S. Tumanov, Farhana R. Pinu, David Greenwood, Silas G. Villas-Boas

  • Background and Aims The volatile thiols, such as 3‐mercaptohexanol, 3‐mercaptohexyl acetate and 4‐mercapto‐4‐methylpentan‐2‐one, are major aroma compounds responsible for the distinctive tropical notes (passionfruit and grapefruit) in New Zealand Sauvignon Blanc wines. Previously, it was observed that traces of linoleic acid in grape juice can significantly affect the development of these volatile thiols and other aroma compounds in wine. Here, we examined the effect of the fatty acids commonly found in Sauvignon Blanc grape juice as well as juice lipid lipolysis on the development of aroma compounds in the resulting wines.

    Methods and Results Experiments were performed to increase the total free fatty acid concentration in grape juice through juice treatment with acidic lipase from Aspergillus niger and through co‐cultured fermentations with non‐Saccharomyces lipase‐secreting yeasts. We observed a significant reduction in the production of 3‐mercaptohexyl acetate in fermented wines upon supplementation with linoleic acid and lipase. Supplementation with lipase increased the concentration of 3‐mercaptohexanol and all ethyl esters detected, while reducing the development of acetate esters. Co‐cultured fermentations also affected the development of many classes of aroma compounds.

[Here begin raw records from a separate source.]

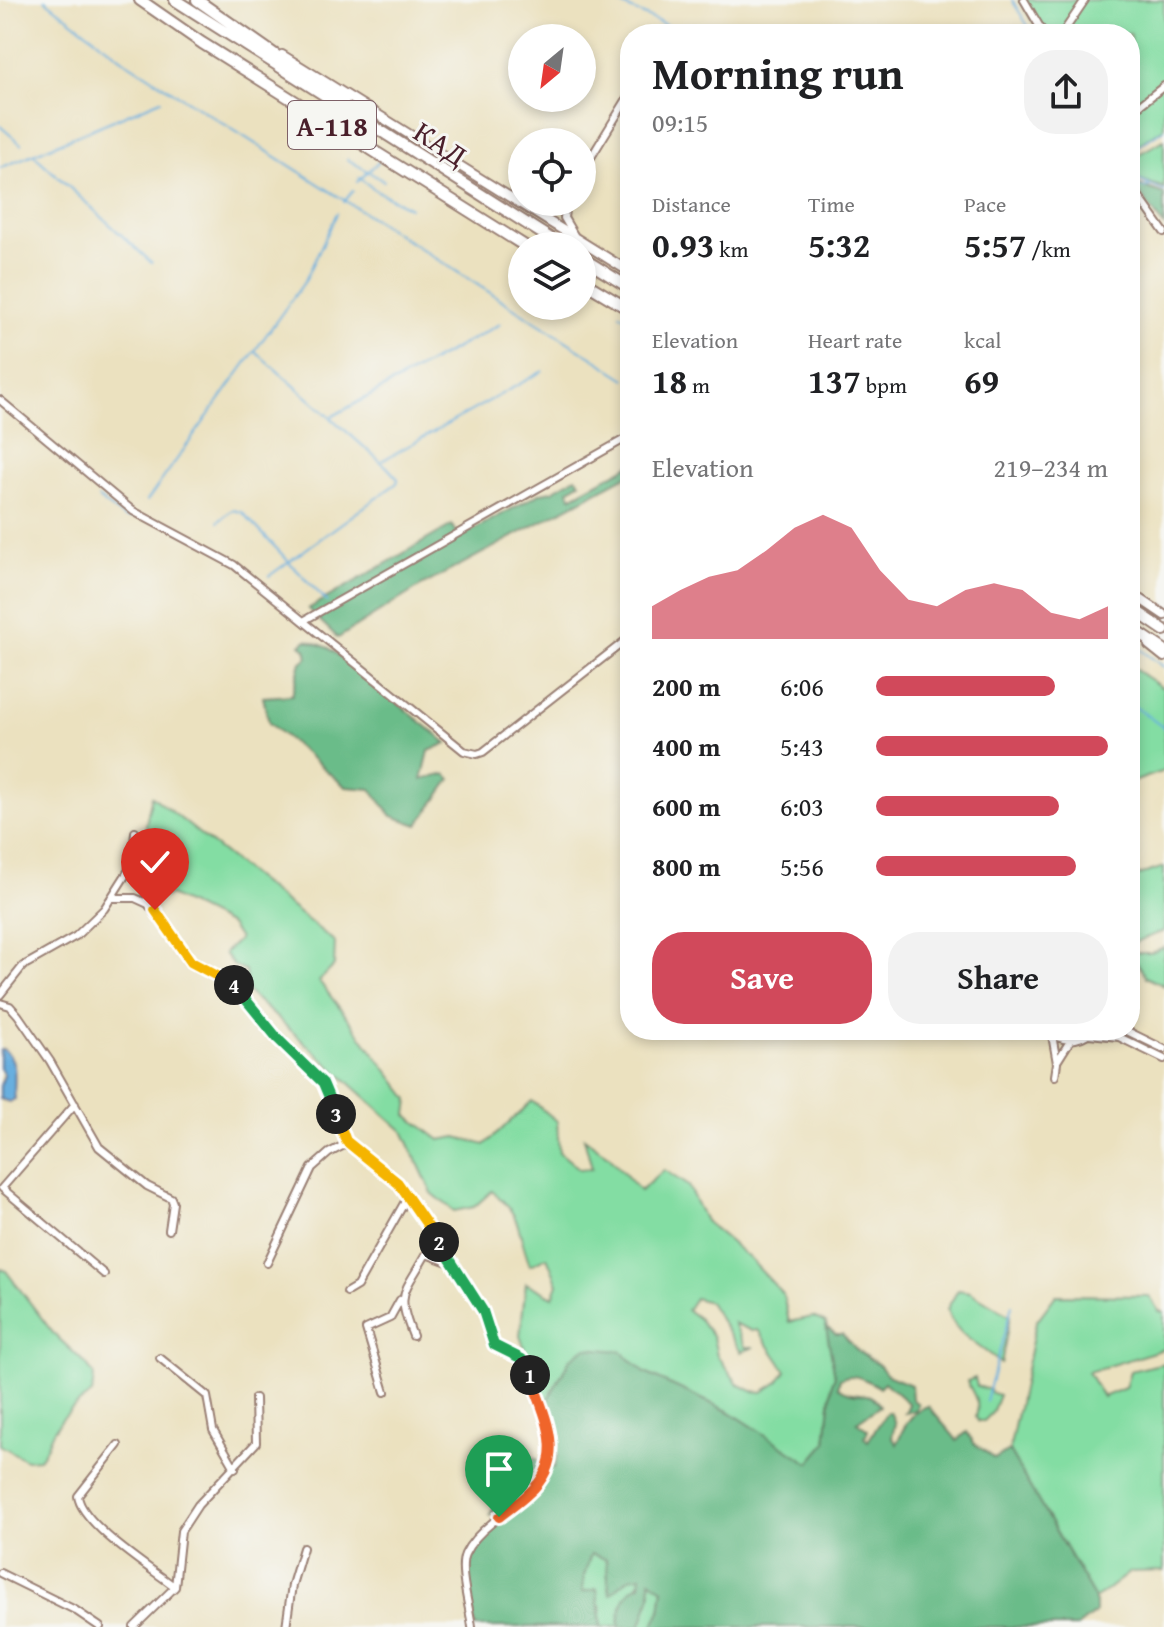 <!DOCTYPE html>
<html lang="en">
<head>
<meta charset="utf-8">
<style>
	:root { --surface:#fff; --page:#f2f2f2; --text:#202124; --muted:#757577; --accent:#d1495b }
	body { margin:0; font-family:"Gentium Book Plus",serif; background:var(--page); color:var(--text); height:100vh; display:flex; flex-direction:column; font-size:30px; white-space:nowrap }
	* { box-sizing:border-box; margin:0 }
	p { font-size:26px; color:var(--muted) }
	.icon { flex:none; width:44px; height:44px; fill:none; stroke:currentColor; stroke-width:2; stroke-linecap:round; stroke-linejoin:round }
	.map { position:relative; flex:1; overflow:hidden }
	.panel { position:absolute; left:620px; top:24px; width:520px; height:1016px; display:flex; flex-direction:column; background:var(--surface); border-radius:32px; box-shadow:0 4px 12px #0003 }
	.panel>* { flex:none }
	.needle { width:52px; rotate:209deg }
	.tools { position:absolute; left:508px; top:24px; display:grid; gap:16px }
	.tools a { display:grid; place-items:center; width:88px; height:88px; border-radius:50%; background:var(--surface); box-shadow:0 4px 12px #0003; font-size:40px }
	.pin { position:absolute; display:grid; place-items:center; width:68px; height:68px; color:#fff; margin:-82px -34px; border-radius:50% 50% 50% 0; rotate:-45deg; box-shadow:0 0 8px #0007 }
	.pin .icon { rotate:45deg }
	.km { position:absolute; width:40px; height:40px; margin:-20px; border-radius:50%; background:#222; color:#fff; font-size:22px; line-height:40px; text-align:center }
	.round { display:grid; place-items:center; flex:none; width:84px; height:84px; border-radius:32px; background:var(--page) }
	.headline { display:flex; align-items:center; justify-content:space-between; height:136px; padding:0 32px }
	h1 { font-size:44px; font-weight:700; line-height:60px }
	.metrics { display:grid; grid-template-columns:repeat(3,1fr); gap:12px; height:136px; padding:8px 32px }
	.metrics div { display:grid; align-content:center }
	.metrics b { font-size:34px; font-weight:700 }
	.metrics small { font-size:22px; font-weight:400 }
	.metrics p { font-size:22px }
	.chart { height:224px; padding:16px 32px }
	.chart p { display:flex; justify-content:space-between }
	.chart svg { width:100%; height:144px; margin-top:8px; fill:var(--accent); opacity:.7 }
	.button { display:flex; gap:16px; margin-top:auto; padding:16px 32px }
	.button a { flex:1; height:92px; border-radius:32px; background:var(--accent); color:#fff; font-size:32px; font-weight:700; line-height:92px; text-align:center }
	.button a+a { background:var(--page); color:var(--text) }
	ul { padding:0 32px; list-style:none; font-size:26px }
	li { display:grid; grid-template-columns:128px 96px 1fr; align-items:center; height:60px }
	li i { height:20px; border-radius:10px; background:var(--accent) }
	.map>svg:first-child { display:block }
	.green { fill:#83dda3; stroke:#667e67; stroke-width:2; fill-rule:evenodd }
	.forest { fill:#6abc89; stroke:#5a6e5a; stroke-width:2 }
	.water { fill:#68afdf; stroke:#596785; stroke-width:2 }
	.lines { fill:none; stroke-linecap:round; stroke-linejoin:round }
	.stream { stroke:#68afdf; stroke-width:2 }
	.street-casing { stroke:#9a8075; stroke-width:10 }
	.secondary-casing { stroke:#9a8075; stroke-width:12 }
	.highway-casing { stroke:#9a8075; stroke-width:14 }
	.street { stroke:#fff; stroke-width:6 }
	.secondary { stroke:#fff; stroke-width:8 }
	.highway { stroke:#fff; stroke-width:10 }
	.split-1-casing { stroke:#fff; stroke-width:16 }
	.split-2-casing { stroke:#fff; stroke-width:16 }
	.split-3-casing { stroke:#fff; stroke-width:16 }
	.split-4-casing { stroke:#fff; stroke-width:16 }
	.split-5-casing { stroke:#fff; stroke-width:16 }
	.split-1 { stroke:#f0652b; stroke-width:10 }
	.split-2 { stroke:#22a559; stroke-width:10 }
	.split-3 { stroke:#f5b400; stroke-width:10 }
	.split-4 { stroke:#22a559; stroke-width:10 }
	.split-5 { stroke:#f5b400; stroke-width:10 }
	.labels { text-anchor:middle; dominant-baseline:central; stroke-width:6; stroke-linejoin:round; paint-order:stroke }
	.shield { fill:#f6f6f2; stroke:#7e6067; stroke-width:2 }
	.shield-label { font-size:28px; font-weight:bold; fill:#4a1f2b }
	.street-label { font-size:30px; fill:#4a1f2b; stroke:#f6f6f2 }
</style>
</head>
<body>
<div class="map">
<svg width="1164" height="1627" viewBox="0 0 1164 1627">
	<rect width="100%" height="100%" fill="#f6f6f2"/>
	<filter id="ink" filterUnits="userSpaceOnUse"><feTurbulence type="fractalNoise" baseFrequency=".0125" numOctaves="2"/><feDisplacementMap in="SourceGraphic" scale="16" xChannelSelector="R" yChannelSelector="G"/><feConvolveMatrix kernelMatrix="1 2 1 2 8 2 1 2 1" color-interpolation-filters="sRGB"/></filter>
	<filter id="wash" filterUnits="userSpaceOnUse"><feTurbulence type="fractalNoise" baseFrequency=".006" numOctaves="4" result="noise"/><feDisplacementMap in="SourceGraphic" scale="32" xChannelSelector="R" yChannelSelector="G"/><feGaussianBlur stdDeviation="1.8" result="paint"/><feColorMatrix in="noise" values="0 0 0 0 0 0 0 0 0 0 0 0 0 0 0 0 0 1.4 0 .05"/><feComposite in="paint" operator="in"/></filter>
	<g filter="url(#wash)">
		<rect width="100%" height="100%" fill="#ebe1bf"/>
		<!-- green -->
		<path class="green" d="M1019,0h145v128l-34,22v-116h-89z
			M1164,140v48l-26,-9 -8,-6v-14z
			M1130,666l34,23v82l-34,12z
			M152,796l183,146 -1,24 -15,15 90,118 -2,16 33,25 17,-3 28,8 47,-44 25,20 2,31 21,17 12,-1 -8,-30 25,18 31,35 24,-21 24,16 17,35 44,37 34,36 6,28 24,-5 13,6 9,53 -3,8 -6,59 -17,21 -79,-52 -85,-39 -24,-22 -51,8 -25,46 -25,-69 6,-53 27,14 5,-13 -11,-27 -17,8c-14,-35 -6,-48 -38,-74l-18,16 -20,4 -22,-18 -29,-62 -155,-139 -3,-21 -12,-6 -9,-12 15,-14 -9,-14 -60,-30 -13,3c-15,-40 -16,-60 -5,-102zM695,1298l14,4 32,50 13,-5h-9l-11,-24 18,8 6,-1 28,41 -8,11 -16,10 -10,-1 -14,-7 -21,-29 -4,-18 -14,-18 -12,-9z
			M1164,867v64l-34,13v-66z
			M1164,947v39l-18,-9 -16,-24h21z
			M0,1268l6,3 47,62 33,31 8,11 -2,19c-15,9 -29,22 -38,36 -6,10 -7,20 -15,29l-13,1 -26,-15z
			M958,1290l12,2 40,24 -9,48c-17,-17 -47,-28 -54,-55z
			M1056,1295l93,1 10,15 5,1v37l-76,23 15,25 22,-9 5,-17 34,-8v208l-34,1 -35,27 -86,-148 27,-129z
			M975,1378l2,8 13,4 1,3 8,2 -7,18 -8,8h-6l-2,-5c5,-14 -4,-23 -9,-35z
			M591,1553l15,6 23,19 12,-3c-3,20 -21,31 -22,52h-18v-20l-19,-14 2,-17z
			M650,1580l13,8 -3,24 -7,15h-13l11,-32z"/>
		<!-- forest -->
		<path class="forest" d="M1131,182l33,12v32z
			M630,465v9l-209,112 -83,52 -30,-29 144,-84 8,12 81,-44 11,-2 24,-14 4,5 -11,8 2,7z
			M307,640l22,8 118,95 -18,8 -7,29 24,-6 5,5 -33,46 -26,-9 -21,-27 -25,-2 -77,-64 -6,-26 29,-2 9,-33 7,-5 -2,-8 -5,-4z
			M826,1327l10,7h6l16,17 21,14 8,10 24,10 1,14 6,5 -2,6 -11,3 4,-9 -25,-22 -5,5c-12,-6 -26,-16 -39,-8l-2,8c18,13 32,0 42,19l-23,16 11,8 -3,8 3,3 19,-29h3l5,11 -3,14 5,7c5,-15 15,-34 31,-38l29,34 10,-8 7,11 21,16 14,-8 86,148v14l-18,14h-424l7,-15 3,-23 -13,-9 1,15 -11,32h-21c1,-18 3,-35 21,-42l1,-9 -12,2 -19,17 -4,-36 -15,-5 -7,22 -2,16 15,-3 4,38h-126l-9,-63 56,-73 -1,-6 -31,31c3,-10 7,-14 13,-22 9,-13 13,-29 17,-43l34,17 4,-12 -13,-51 25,-46 15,-11 36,3 24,22 85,39 79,51 17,-20 6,-59 3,-8z"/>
		<!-- water -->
		<path class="water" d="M3,1049c18,12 9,34 12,50l-6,3 -9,-3v-13l4,-11 -4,-7v-18z"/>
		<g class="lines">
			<!-- stream -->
			<path class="stream" d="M45,0l80,61 501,318
				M610,0l76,34
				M1012,0l21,34
				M0,126l22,19
				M1130,152l34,-23
				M33,154l119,109
				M347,159l37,22
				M0,168l161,-68
				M1130,176l21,10 -12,2
				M359,178l18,13 33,17
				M357,182l21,-20
				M1152,186l12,5
				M344,202l9,-11
				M620,314l10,6
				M256,352l131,115 11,12 -1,4 -128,93
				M333,416l167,-92
				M383,460l160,-89
				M98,498l27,20 10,-1
				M147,501l158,-220 32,-68
				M218,522l14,-12 10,2 85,90
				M1130,642l34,25
				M1130,703l34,25
				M986,1401l26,-96"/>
		</g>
	</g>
	<g filter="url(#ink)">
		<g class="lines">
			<defs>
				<path id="street" d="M1024,0l20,34
					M1062,34l23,-34
					M1130,113l34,-27
					M582,172l46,-75
					M1130,184l34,48
					M566,202l-2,16 10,17
					M528,205l22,2 8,-5
					M0,400l133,111 101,54 230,186 13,3 6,-2 147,-115
					M305,620l325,-184
					M132,865l14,25 2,14
					M111,898h24l13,6 43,58 43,24 44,53 45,44 23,58 52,42 64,92 21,36 11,34c34,15 33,21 44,54 6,17 16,36 14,54 -2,31 -37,51 -59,69 -10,8 -22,19 -28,32 -7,16 5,54 7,73
					M0,995l23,-29 53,-30 28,-27 28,-44 3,-33
					M0,1003l10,3 8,9 32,46 49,86 48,39 24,12 2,5 -4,27
					M1046,1030c15,13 32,13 47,0
					M1125,1030l39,19
					M1089,1034l30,3 45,22
					M1052,1035l5,28 -2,13
					M1058,1060l12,-19
					M75,1104l-73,84 102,86
					M267,1263l45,-95 17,-15 19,-10
					M347,1292l10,-6 50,-88
					M413,1336c-18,-44 -9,-42 13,-82l30,11
					M160,1358l47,38 6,34 22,38
					M385,1392l-19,-63 24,-11 10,-18
					M118,1445l-40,51c3,28 74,73 97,91
					M0,1573l75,37 25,17
					M134,1627l41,-40 6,-56 17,-26 58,-62 -1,-45
					M286,1627l6,-42 11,-37"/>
				<path id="secondary" d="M282,55l348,217
					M1130,592l34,23
					M1149,645l15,12"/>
				<path id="highway" d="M140,0l62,43 323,203
					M175,0l387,246
					M197,0l147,103
					M582,258l48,30
					M582,281l48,29
					M1130,607l34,23
					M1130,627l34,23"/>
			</defs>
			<!-- street casing -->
			<use href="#street" class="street-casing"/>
			<!-- secondary casing -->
			<use href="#secondary" class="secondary-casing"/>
			<!-- highway casing -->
			<use href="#highway" class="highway-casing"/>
			<!-- street -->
			<use href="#street" class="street"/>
			<!-- secondary -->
			<use href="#secondary" class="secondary"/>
			<!-- highway -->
			<use href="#highway" class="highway"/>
		</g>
	</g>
	<g class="lines" filter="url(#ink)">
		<defs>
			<path id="split-1" d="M499,1517c10,-8 21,-15 30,-24 40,-35 15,-78 1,-118"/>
			<path id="split-2" d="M439,1242l44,69 11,34 28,14 8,16"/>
			<path id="split-3" d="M336,1114l10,27 52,42 41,59"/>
			<path id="split-4" d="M234,985l44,54 45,44 13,31"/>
			<path id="split-5" d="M155,910l36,52 43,23"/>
		</defs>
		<!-- split-1 casing -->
		<use href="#split-1" class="split-1-casing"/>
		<!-- split-2 casing -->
		<use href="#split-2" class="split-2-casing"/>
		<!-- split-3 casing -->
		<use href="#split-3" class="split-3-casing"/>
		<!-- split-4 casing -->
		<use href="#split-4" class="split-4-casing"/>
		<!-- split-5 casing -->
		<use href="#split-5" class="split-5-casing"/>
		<!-- split-1 -->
		<use href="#split-1" class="split-1"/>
		<!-- split-2 -->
		<use href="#split-2" class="split-2"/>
		<!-- split-3 -->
		<use href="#split-3" class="split-3"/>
		<!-- split-4 -->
		<use href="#split-4" class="split-4"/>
		<!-- split-5 -->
		<use href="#split-5" class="split-5"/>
	</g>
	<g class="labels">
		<!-- shield labels -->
		<rect class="shield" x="288" y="101" width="88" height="48" rx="6"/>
		<g class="shield-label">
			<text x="332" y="125">А-118</text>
		</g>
		<!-- street labels -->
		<g class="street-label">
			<text transform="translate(441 143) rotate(33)">КАД</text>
		</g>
	</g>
</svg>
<div class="tools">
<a><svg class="needle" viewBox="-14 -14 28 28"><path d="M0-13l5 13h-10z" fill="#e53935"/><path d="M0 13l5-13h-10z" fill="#757577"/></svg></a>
<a><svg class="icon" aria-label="locate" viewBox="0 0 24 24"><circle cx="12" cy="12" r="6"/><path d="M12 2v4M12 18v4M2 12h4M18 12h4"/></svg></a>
<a><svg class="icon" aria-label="layers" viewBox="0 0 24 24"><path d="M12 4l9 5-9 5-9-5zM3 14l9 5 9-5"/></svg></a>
</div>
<div class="pin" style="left:499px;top:1517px;background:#1e9e55"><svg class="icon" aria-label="arrive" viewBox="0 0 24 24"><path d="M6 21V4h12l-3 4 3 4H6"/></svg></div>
<div class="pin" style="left:155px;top:910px;background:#d93025"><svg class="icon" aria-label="check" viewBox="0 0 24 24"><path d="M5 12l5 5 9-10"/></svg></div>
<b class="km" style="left:530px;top:1375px">1</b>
<b class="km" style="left:439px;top:1242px">2</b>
<b class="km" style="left:336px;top:1114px">3</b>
<b class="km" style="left:234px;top:985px">4</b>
<section class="panel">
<div class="headline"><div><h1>Morning run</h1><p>09:15</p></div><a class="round"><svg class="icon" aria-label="share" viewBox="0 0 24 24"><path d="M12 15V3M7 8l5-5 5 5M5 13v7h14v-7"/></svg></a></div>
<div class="metrics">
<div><p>Distance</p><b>0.93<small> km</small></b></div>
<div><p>Time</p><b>5:32</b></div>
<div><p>Pace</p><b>5:57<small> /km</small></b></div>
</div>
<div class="metrics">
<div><p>Elevation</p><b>18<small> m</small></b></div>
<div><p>Heart rate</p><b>137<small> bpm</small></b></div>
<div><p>kcal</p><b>69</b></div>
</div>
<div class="chart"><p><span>Elevation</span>219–234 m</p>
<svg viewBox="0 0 160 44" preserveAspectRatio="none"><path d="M0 44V34L10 29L20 25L30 23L40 17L50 10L60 6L70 10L80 23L90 32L100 34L110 29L120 27L130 29L140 36L150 38L160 34V44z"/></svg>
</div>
<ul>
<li><b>200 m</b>6:06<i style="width:77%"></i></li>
<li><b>400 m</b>5:43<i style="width:100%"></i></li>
<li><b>600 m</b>6:03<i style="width:79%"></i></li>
<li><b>800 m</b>5:56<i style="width:86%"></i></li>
</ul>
<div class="button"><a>Save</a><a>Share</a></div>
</section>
</div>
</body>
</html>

    Conclusions This study demonstrated that the aroma profile of wines could be effectively manipulated by altering the amount of free unsaturated fatty acids in grape juice through lipolytic enzyme supplementation or co‐fermentation with non‐Saccharomyces lipolytic yeast species.

    Significance of the Study The key findings of this study may lead to new winemaking strategies through the manipulation of the lipid component of grape juice.